For the past three years, Alexandra Johnston has started her work day by reaching for the pickaxe in the trunk of her car.
It is her tool of choice for prying open manhole covers – a task she demonstrated with practised ease last week while on a tour of her wastewater sampling regimen in Toronto.
Wearing a surgical mask and gloves, Ms. Johnston dragged the heavy cover aside, then grabbed hold of the fishing line secured underneath. After hauling up a few metres of line, she displayed her catch: a dripping wet tampon she had placed there the day before.
Her teammate, Claire Gibbs, quickly moved in with a prelabelled plastic bag to capture the sewage-laden sample. Using scissors, Ms. Gibbs deftly snipped the line, sealed the bag and stowed it away in the trunk as part of that day’s delivery.
On the city’s busy streets and sidewalks, where it’s not feasible to set up more sophisticated sampling gear, tampons have proved ideal for capturing traces of whatever is passing through the sewer pipes below, including disease-causing viruses.
“They’re cheap and they come pretty sterile, so it’s kind of an easy solution,” said Ms. Johnston, a wastewater technician with Toronto Metropolitan University (TMU), where the samples she and Ms. Gibbs collected would be analyzed later that day.
Cheap and easy are the operative words for a provincial program that began as a grassroots effort by university researchers to detect COVID-19 in their communities and has since matured into a powerful data-gathering tool for tracking a range of health threats. Supporters of the effort, which has cost $10- to $15-million a year since it was launched in 2020, say it functions as an early warning system that can reduce infections and hospital visits, saving money that would otherwise be spent on patient care.
Unpersuaded by such arguments, Ontario is putting an abrupt end to its Wastewater Surveillance Initiative this week, much to the dismay of investigators at 13 universities and research institutions who helped to build the program, and many others who use the data it provides.
“We’ve been relying on it for the past few years,” said Sharon Straus, a specialist in geriatric medicine and physician-in-chief at St. Michael’s Hospital in Toronto. “It’s really distressing to know that it’s about to stop.”

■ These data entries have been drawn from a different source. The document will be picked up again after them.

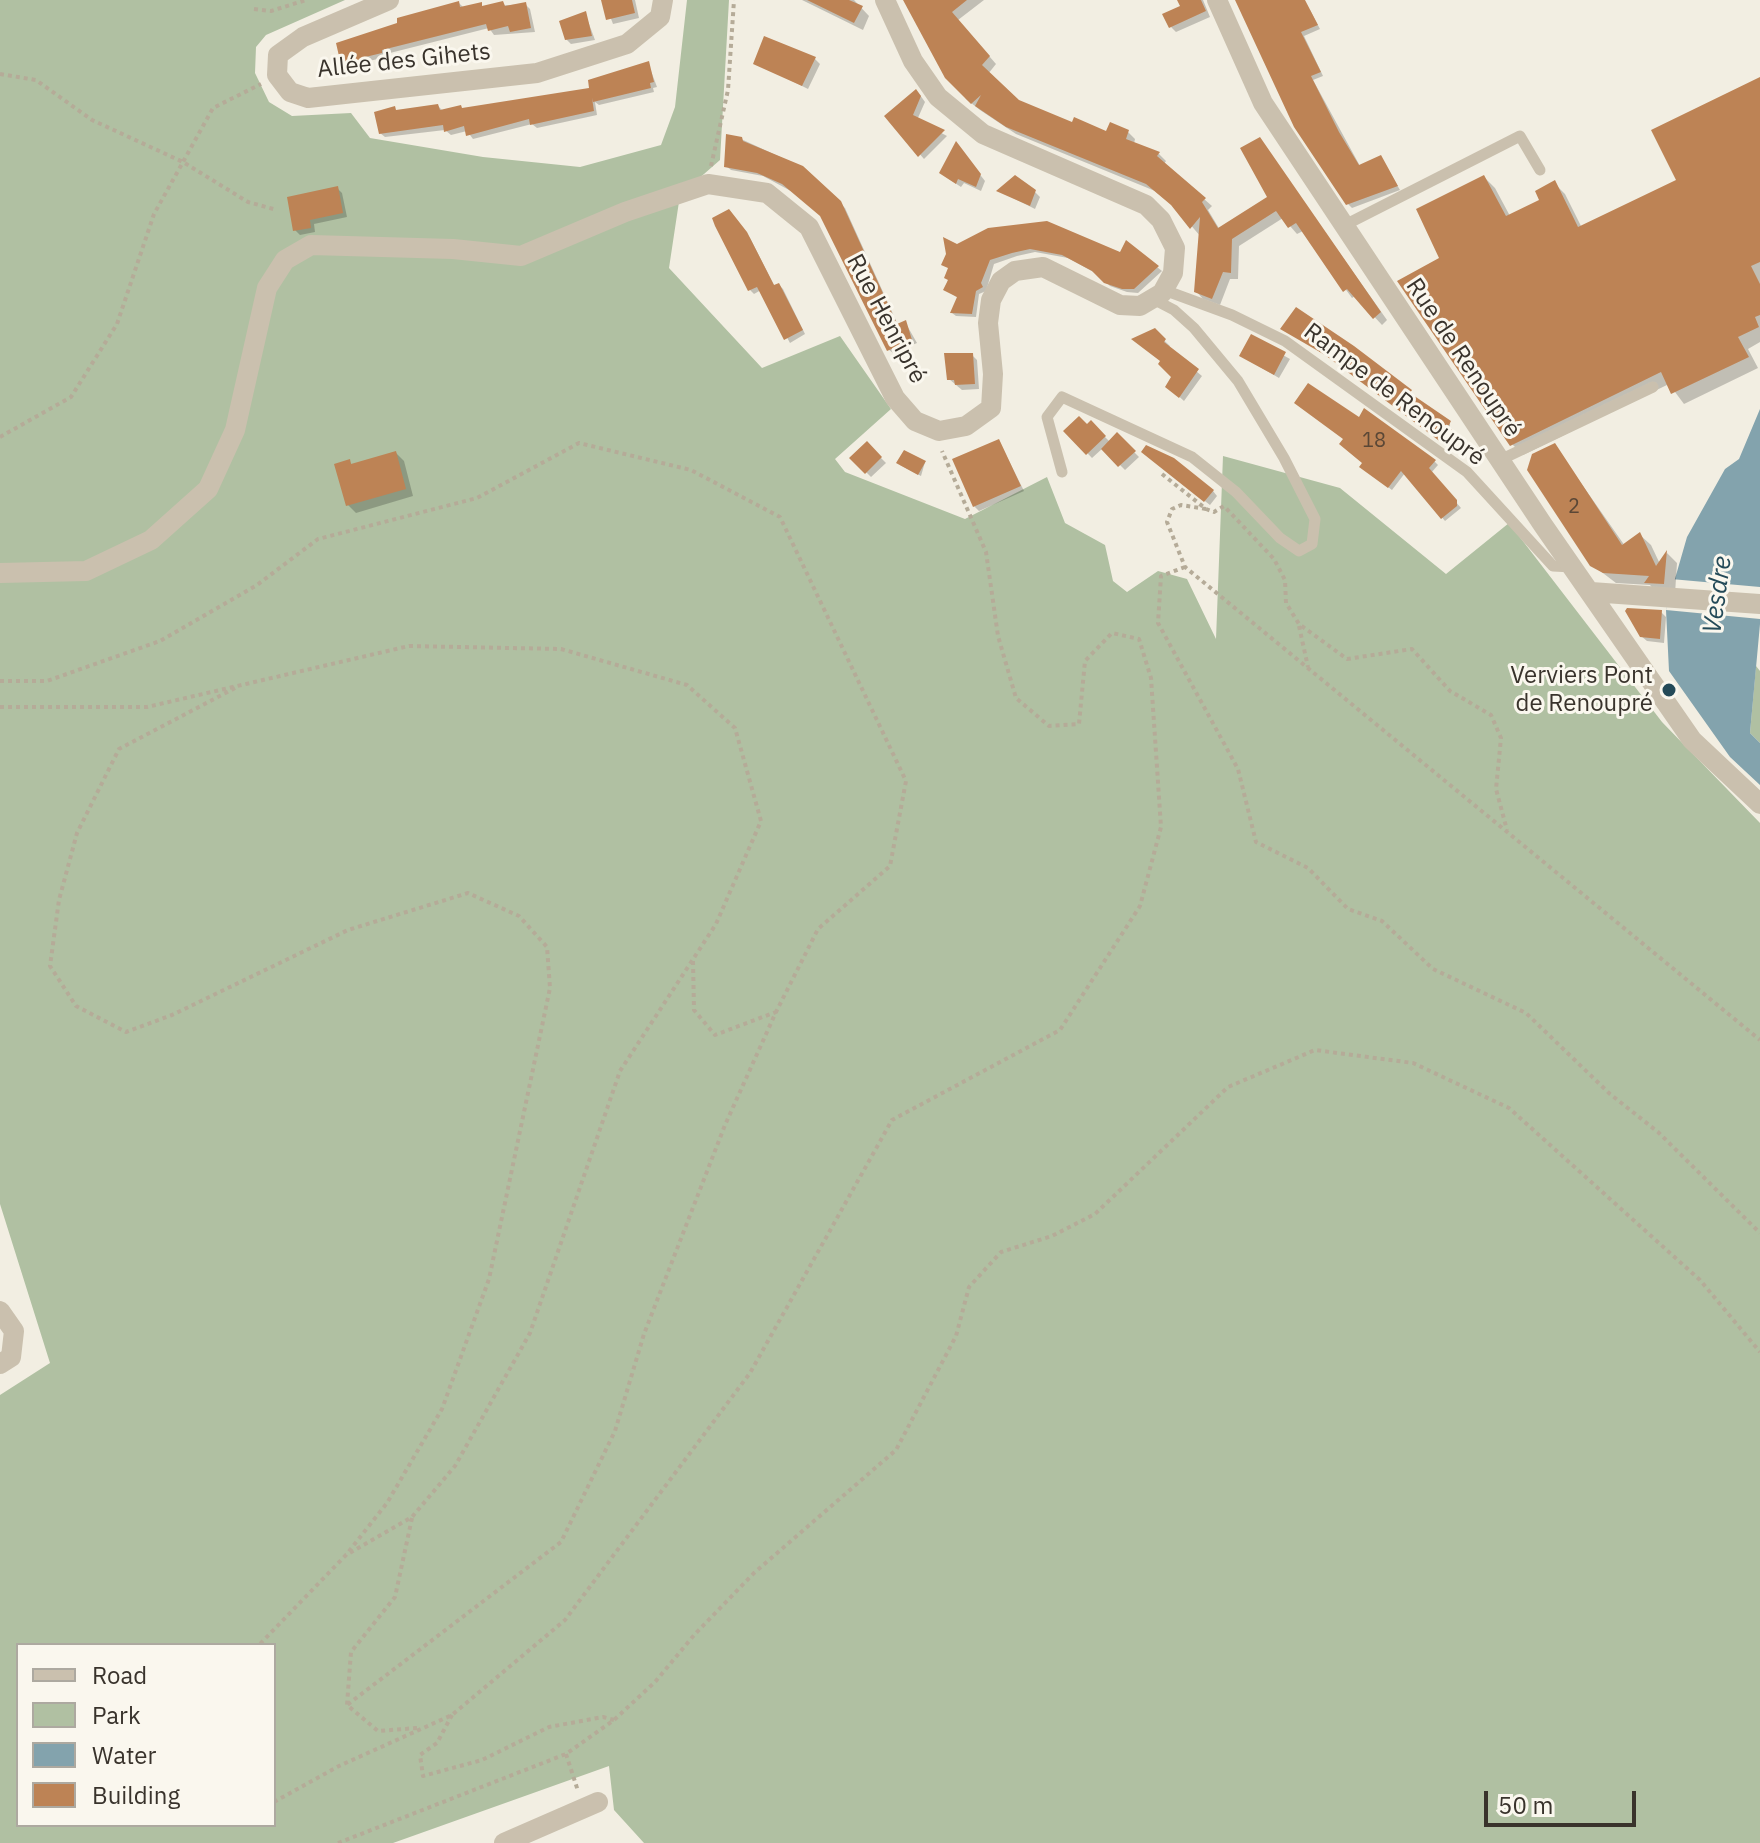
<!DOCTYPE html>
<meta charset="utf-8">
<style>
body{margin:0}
#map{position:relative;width:1760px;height:1843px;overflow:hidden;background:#f2eee2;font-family:"IBM Plex Sans",sans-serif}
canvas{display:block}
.legend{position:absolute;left:16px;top:1643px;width:260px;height:184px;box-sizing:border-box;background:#faf7ee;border:2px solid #ada9a0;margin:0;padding:10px 14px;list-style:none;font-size:24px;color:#39332c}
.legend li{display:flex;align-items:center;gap:16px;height:40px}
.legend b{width:40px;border:2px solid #ada9a0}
.scale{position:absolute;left:1484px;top:1791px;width:152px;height:36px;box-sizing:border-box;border:4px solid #39332c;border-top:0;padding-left:10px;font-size:24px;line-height:28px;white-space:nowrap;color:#39332c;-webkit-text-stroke:6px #faf7ee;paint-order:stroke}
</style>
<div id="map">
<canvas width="1760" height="1843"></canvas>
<ul class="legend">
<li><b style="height:10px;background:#cac0ae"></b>Road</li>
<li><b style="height:22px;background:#b0c0a2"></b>Park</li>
<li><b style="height:22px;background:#83a3ad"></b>Water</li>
<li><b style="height:22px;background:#bd8355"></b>Building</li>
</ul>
<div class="scale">50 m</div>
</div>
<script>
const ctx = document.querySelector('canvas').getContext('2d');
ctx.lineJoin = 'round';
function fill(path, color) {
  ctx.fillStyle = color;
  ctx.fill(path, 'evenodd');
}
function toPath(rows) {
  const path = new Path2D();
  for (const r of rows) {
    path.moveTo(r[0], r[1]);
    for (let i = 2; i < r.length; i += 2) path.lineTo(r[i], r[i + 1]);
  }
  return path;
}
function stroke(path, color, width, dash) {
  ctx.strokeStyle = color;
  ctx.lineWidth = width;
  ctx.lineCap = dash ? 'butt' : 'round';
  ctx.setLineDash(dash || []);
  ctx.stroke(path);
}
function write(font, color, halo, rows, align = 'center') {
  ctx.font = font + ' "IBM Plex Sans",sans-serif';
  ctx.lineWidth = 6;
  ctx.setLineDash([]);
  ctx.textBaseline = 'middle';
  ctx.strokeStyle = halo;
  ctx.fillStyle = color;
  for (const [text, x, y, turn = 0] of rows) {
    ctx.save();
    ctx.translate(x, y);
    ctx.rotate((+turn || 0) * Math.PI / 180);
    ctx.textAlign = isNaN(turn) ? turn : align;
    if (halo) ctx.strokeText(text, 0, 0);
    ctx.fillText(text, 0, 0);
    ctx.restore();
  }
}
fill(toPath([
 [0,0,345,0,266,35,256,47,255,73,269,102,292,116,351,113,370,138,483,157,580,167,661,145,675,107,687,0,729,0,720,160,680,195,669,268,762,368,840,336,891,409,835,459,845,472,965,519,1047,477,1065,523,1105,545,1113,581,1127,592,1158,571,1187,579,1216,639,1223,456,1340,488,1446,574,1509,523,1662,722,1760,823,1760,1843,644,1843,614,1810,609,1766,393,1843,0,1843,0,1395,50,1363,0,1204],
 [18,1645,274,1645,274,1825,18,1825],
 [1756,666,1760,671,1760,743,1750,733]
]), '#b0c0a2');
fill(toPath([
 [1760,409,1760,624,1750,733,1760,743,1760,785,1730,757,1669,671,1666,610,1687,537,1725,469,1739,459]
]), '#83a3ad');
fill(toPath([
 [1671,579,1760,587,1760,619,1666,610]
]), '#f2eee2');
fill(toPath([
 [604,0,635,0,639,18,613,24],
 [802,0,854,0,869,16,863,30],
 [905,0,984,0,958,20,996,64,988,74,1018,102,1073,125,1107,133,1128,132,1135,139,1134,144,1159,154,1166,161,1164,164,1212,206,1208,210,1220,230,1269,198,1259,139,1387,320,1382,325,1355,296,1352,298,1303,231,1297,234,1283,218,1239,246,1238,279,1230,279,1220,305,1203,299,1196,291,1201,237,1176,208,1155,191,1016,134,980,110,966,99],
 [1180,0,1203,0,1210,17,1176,32,1171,27,1182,7],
 [1236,0,1273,0,1310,10,1320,29,1304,36,1323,76,1313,80,1360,166,1381,157,1400,190,1352,208,1348,204],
 [459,3,464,8,525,4,530,9,535,32,494,35,489,28,386,54,386,57,365,62,366,65,348,69,343,64],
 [585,13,595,40,571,44,566,39],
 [815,59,820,64,808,89,756,63],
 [648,63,657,87,653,88,654,92,599,105,595,102,597,115,537,128,532,124,473,139,467,131,451,135,445,130,385,137,380,133,398,112,438,106,443,111,463,110,592,89],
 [1760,79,1760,342,1748,349,1758,368,1684,404,1669,384,1523,455,1512,444,1442,259,1484,177,1495,188,1510,216,1542,201,1554,183,1565,194,1582,228,1679,181],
 [920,95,925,102,917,120,947,136,924,159,887,116],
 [741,139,802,167,845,208,898,325,905,322,917,343,893,353,888,349,822,215,802,197,763,176,731,170,726,166],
 [960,149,985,181,981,191,964,183,961,187,946,177],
 [337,188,342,193,347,217,314,224,315,232,300,235,295,230],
 [999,191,1035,192,1040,197,1035,209],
 [732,215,750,238,775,287,779,285,783,289,805,334,790,343,761,290,754,294,750,290],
 [988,230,1121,255,1127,243,1162,271,1138,293,1127,292,1110,286,1099,275,1068,258,1035,252,1017,256,994,264,986,291,979,294,976,317,956,316,952,313,958,298,946,290,950,269,943,264,957,247],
 [1154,331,1170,346,1168,348,1202,376,1184,401,1173,391,1173,377,1162,361],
 [1251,337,1290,359,1279,378,1241,356],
 [972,355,977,360,979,389,962,390,949,379],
 [1330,357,1411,391,1411,397,1450,423,1450,431,1457,437,1449,447],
 [1359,419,1434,461,1438,465,1431,473,1461,508,1445,521,1405,473,1392,490,1365,470],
 [1091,423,1110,442,1117,435,1139,457,1125,470,1103,448,1092,458,1066,431],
 [999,441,1024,491,979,511,974,506],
 [867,444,886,463,871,477,852,458],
 [1555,446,1625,546,1640,535,1651,545,1660,564,1667,553,1677,563,1675,594,1657,593,1650,585,1616,583,1591,564],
 [396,453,404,461,413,496,356,513,348,505,349,461,353,466],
 [1148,457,1213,491,1217,496,1210,505],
 [925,462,921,476,900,465],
 [1661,612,1666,617,1664,643,1647,641,1641,636]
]), '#0003');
fill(toPath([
 [601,0,632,0,635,13,606,20],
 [807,0,849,0,863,6,854,23],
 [903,0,967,0,952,12,990,56,982,65,1019,100,1072,122,1074,117,1106,131,1110,122,1129,130,1126,139,1160,152,1157,156,1206,198,1202,202,1218,228,1267,197,1240,148,1260,137,1381,312,1373,319,1347,289,1343,292,1296,223,1288,228,1276,211,1232,239,1231,273,1223,272,1212,299,1194,292,1200,217,1190,229,1171,205,1146,184,1006,127,975,106,981,95,971,104,945,78],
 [1177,0,1201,0,1206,11,1169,28,1162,14,1180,6],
 [1235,0,1305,0,1318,25,1301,32,1321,72,1311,76,1339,132,1359,165,1381,155,1398,186,1346,205,1294,127],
 [459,1,460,7,482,2,482,6,503,1,505,6,526,2,531,28,510,32,508,26,488,31,486,24,382,50,382,53,361,58,362,60,341,65,336,43,397,23,397,18],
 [586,11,592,36,565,40,559,21],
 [764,36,816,57,802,86,753,64],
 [649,61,654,82,650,83,651,88,593,102,592,98,594,111,530,125,529,119,466,136,464,126,444,132,443,125,379,134,374,112,395,106,396,110,438,104,440,110,461,105,462,108,589,88,588,80],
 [1760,77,1760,262,1751,266,1760,284,1760,315,1755,317,1759,327,1738,337,1749,357,1671,394,1661,372,1510,446,1397,281,1439,258,1416,209,1484,175,1506,216,1539,200,1535,191,1555,180,1578,227,1676,180,1651,130],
 [916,89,921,96,913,115,945,130,918,157,884,116],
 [726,134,742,137,743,141,803,166,841,201,897,324,906,320,912,340,887,351,820,216,782,184,757,173,724,167],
 [956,141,981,174,976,187,958,179,956,184,939,173],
 [1015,175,1036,190,1030,206,996,191],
 [338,186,343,213,310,220,311,228,293,231,287,197],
 [729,209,747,232,774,285,779,283,803,330,784,340,757,287,748,291,715,226,712,218],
 [1047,221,1120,252,1126,240,1159,266,1134,289,1122,289,1104,283,1092,271,1062,255,1030,249,1012,253,990,260,981,283,983,287,976,291,972,314,950,313,957,297,943,290,948,280,944,278,948,268,941,265,946,254,943,237,957,244,988,228],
 [1296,307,1354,346,1412,390,1410,393,1451,421,1448,427,1456,433,1446,446,1325,355,1280,329],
 [1155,328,1166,339,1164,342,1199,369,1179,398,1165,387,1171,377,1158,364,1160,361,1131,339],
 [1251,334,1286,352,1274,375,1239,356],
 [944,353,973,353,975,384,955,385,954,380,947,380],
 [1308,383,1359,417,1364,408,1436,460,1429,468,1457,500,1457,506,1441,519,1401,471,1388,488,1359,467,1362,463,1339,444,1343,439,1294,403],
 [1079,416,1087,424,1091,420,1106,436,1086,455,1063,431],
 [1117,432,1136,451,1118,467,1101,449],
 [999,439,1021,486,973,507,952,459],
 [867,441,882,457,865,474,849,458],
 [1555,443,1622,545,1640,532,1656,566,1667,550,1664,584,1644,583,1649,576,1603,573,1590,566,1527,470,1532,454],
 [1146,445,1174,458,1214,490,1204,502,1141,452],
 [904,450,926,461,918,475,896,463],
 [396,451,406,489,346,506,334,464,350,459,351,464],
 [1627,608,1662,610,1660,639,1640,637,1625,611]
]), '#bd8355');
stroke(toPath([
 [254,9,271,11,306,0],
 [0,74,36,80,92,120,183,162,248,202,277,210],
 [711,166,728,90,734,0],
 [0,437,71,397,117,324,154,214,213,108,261,84],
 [1162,474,1206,509,1214,512,1224,506,1274,559,1285,580,1286,603,1299,624,1347,659,1412,649,1450,691,1491,715,1501,738,1496,789,1507,830],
 [1206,509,1181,505,1172,509,1167,522,1185,567,1760,1040],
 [1185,567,1161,576,1158,623,1238,769,1256,842,1308,868,1348,909,1382,921,1433,969,1526,1013,1610,1094,1658,1132,1760,1233],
 [1299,626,1308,667],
 [0,681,47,681,160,641,257,585,318,539,477,498,579,443,691,470,780,517,906,781,890,866,818,929,776,1012,725,1125,644,1334,615,1431,561,1542,347,1705],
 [235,688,119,749,77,833,59,900,50,966,76,1006,126,1032,172,1015,348,930,468,893,519,916,547,947,550,988,489,1279,442,1409,387,1503,346,1555,259,1645],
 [0,707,147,707,409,646,561,649,687,685,735,728,761,821,716,924,620,1071,530,1333,455,1466,412,1517,346,1555],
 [693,961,694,1010,715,1035,776,1012],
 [412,1518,395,1597,351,1652,347,1705,378,1731,417,1728],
 [452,1715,437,1743,420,1755,423,1776,482,1760,549,1727,603,1717,614,1720],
 [566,1754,578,1791],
 [274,1802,339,1766,452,1715,565,1620,750,1373,892,1120,1060,1030,1140,906,1161,827,1151,678,1139,639,1112,633,1085,661,1079,724,1049,726,1016,698,998,636,986,552,942,451],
 [338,1843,566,1754,614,1720,655,1682,695,1634,754,1573,896,1450,956,1336,969,1287,1001,1252,1052,1236,1095,1214,1228,1087,1315,1050,1413,1063,1509,1108,1700,1280,1760,1352]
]), '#b5ab98', 4, [4, 4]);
stroke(toPath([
 [1343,226,1520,136,1540,170],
 [1164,290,1232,315,1285,341,1467,472,1553,566,1572,567],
 [1500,460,1653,387],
 [1062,472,1047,417,1062,397,1192,457,1236,492,1280,538,1299,551,1312,544,1315,519,1284,458,1238,381,1194,328,1174,310,1153,299]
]), '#cac0ae', 11);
stroke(toPath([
 [389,0,303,37,278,55,277,75,290,92,308,98,537,73,627,44,660,17,663,0],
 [1217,0,1263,103,1543,525,1692,740,1760,804],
 [0,573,86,571,151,540,208,489,235,430,267,288,285,260,311,245,453,249,521,256,625,212,708,184,767,193,809,227,895,398,915,421,939,431,966,426,991,408,993,374,988,323,991,300,1001,281,1015,271,1043,267,1120,305,1140,306,1162,293,1173,273,1175,248,1161,220,1146,205,983,134,938,97,913,61,885,0],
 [1591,592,1760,604],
 [0,1311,14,1331,11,1357,0,1364],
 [504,1843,598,1802]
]), '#cac0ae', 20);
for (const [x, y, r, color] of [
 [1669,690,8,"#244a58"]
]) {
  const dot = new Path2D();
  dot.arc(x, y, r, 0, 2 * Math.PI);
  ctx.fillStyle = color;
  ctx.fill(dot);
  stroke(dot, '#faf7ee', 3);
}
write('20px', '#5a4736', null, [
 ["18",1374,441],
 ["2",1574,507]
]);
write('24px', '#39332c', '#faf7ee', [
 ["Allée des Gihets",404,61,-6],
 ["Rue Henripré",886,319,62],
 ["Rue de Renoupré",1463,358,56],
 ["Rampe de Renoupré",1394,395,37]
]);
write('24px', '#39332c', '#faf7ee', [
 ["Verviers Pont",1653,676],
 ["de Renoupré",1653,704]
], 'right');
write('italic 26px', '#244a58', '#faf7ee', [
 ["Vesdre",1718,595,-82]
]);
</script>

The sentiment is echoed by several health experts and participants who told The Globe and Mail they were stunned when news broke last month that the program was being dismantled at the end of July, two months before its current budget runs out.
Their reaction reflects disappointment that the province is abandoning a public-health strategy that it helped to pioneer and is now being adopted globally as an essential pillar of pandemic preparedness.
The scientific case for wastewater surveillance is straightforward: While most people who get sick don’t go to the doctor, they do go to the bathroom. In doing so they release genetic debris from viruses and other infectious agents that reveal what strains are in circulation.
Compared with clinical testing, the method is non-invasive and unbiased, offering timely data on disease dynamics that would be impossible to obtain from reported cases alone. And while the Ontario-wide program continues to function as a COVID-19 surveillance measure, it has also been used to track mpox, RSV and flu, with the capacity to quickly pivot to other pathogens as needed.
If there is a scientific case for cancelling the initiative, the province has not made it.